As a child, Evarts attended the Brearley School in Manhattan, where she would later work as a teacher.

Evarts married Jeremiah Maxwell Evarts, the son of lawyer and politician Maxwell Evarts. Together, they owned Juniper Hill Farm in Windsor, Vermont, and had five children. On August 20, 1937, the couple divorced, and in 1941, Evarts and her children moved to Kent, Connecticut, where Evarts started her own farm and raised Guernsey dairy cows. In 1944, she sold Juniper Hill Farm.

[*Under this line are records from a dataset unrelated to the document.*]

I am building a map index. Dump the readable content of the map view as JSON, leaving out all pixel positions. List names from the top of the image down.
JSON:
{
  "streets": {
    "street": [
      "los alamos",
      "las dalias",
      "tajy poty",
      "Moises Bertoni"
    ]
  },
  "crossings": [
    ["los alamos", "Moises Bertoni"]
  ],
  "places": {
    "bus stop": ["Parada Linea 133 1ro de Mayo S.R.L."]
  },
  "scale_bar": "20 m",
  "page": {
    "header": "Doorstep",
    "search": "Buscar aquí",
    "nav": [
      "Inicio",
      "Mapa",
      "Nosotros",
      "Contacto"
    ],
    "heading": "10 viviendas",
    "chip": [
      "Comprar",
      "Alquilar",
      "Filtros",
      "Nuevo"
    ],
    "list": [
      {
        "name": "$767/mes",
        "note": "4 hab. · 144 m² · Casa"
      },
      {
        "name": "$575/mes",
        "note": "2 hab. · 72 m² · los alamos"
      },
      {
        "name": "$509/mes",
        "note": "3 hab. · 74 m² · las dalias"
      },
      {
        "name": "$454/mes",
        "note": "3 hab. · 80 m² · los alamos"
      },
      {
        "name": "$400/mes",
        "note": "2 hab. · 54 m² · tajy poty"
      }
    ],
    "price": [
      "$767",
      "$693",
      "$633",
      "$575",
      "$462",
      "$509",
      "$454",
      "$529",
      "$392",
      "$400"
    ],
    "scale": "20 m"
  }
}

Evarts' daughter Katharine Morgan Evarts married Albert W. Merck, a member of the Merck family, in 1946.

==Political career==
Evarts was elected to the Connecticut House of Representatives in 1958, and she served four terms representing the town of Kent as a Republican. Evarts left office in 1967 and did not have a successor, as Connecticut's 1965 constitutional convention eliminated the use of town districts and replaced them with numbered, population-based districts.

==Death==
Evarts died on April 19, 2006. She was 107.